| 10.20 Uhr

Kinostart von "Mit siebzehn"
Mit vollem Tempo auf den Feind

Düsseldorf. In "Mit siebzehn" erzählt André Téchiné sehr präzise und leidenschaftlich vom Heranwachsen zweier Jugendlicher.  Von Martin Schwickert

André Téchiné, der dem französischen Kino wunderbare Werke wie "Die Unschuldigen" (1987), "Wilde Herzen" (1994) oder "Diebe der Nacht" (1996) geschenkt hat, ist kürzlich 74 geworden. Andere Filmemacher in diesem Alter haben es sich längst am Kaminfeuer betulicher Altmeisterlichkeit und nostalgischer Schwärmereien bequem gemacht. Aber Téchiné legt mit "Mit siebzehn" einen Film vor, der sich so frisch, gegenwärtig, drängend und dringlich anfühlt, als hätte ihn ein junger, hungriger, überbegabter Filmhochschulabsolvent gedreht. Alles in diesem Film ist Bewegung, Atem und Energie: die kurzen, klaren Sequenzen, die geschulterte Handkamera und vor allem die beiden jugendlichen Hauptdarsteller.

Im Fokus der Geschichte stehen zwei 17-jährige Schüler, die sich nicht ausstehen können.

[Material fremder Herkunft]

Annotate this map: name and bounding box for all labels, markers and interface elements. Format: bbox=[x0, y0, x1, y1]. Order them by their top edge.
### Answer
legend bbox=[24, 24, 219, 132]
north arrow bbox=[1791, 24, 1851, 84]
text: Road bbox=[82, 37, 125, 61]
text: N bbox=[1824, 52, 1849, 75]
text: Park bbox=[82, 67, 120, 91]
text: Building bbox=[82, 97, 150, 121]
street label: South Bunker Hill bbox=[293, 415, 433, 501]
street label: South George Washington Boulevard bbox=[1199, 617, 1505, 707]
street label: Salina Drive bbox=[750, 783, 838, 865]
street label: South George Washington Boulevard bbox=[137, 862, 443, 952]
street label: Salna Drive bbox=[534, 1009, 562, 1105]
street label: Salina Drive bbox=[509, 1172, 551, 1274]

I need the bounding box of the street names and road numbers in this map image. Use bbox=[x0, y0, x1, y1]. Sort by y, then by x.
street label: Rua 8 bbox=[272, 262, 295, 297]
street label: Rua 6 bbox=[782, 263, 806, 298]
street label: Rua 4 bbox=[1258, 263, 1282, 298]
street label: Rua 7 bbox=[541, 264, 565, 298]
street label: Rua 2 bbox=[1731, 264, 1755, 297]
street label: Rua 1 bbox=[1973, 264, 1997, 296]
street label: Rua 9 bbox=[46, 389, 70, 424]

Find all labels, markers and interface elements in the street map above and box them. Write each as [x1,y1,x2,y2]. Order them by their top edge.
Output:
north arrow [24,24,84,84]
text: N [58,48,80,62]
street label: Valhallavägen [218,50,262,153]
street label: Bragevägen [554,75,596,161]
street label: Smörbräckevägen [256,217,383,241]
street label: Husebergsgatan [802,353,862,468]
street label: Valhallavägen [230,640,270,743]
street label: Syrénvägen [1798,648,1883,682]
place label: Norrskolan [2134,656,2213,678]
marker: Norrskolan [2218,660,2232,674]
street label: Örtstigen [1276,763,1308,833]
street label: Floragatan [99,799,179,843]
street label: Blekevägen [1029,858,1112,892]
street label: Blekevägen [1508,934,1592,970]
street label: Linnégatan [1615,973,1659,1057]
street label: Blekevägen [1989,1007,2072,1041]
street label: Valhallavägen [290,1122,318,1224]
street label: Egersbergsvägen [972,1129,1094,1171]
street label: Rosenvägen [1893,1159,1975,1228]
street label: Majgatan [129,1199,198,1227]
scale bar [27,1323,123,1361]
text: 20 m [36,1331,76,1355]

Als Damien (Kacey Mottet Klein) von der Tafel zurück auf seinen Platz geht, stellt Thomas (Corentin Fila) ihm ein Bein, und das ist der Beginn einer leidenschaftlichen Feindschaft, die sich immer wieder in gewalttätigen Attacken entlädt. Thomas lebt mit seinen Adoptiveltern auf einem abgelegenen Bergbauernhof in den Pyrenäen und stapft jeden Morgen über eine Stunde durch den Schnee zur Schulbushaltestelle. Pure, ungezügelte, jugendliche Energie treibt ihn an, wenn er ohne das Tempo zu drosseln, den Hang hinaufläuft.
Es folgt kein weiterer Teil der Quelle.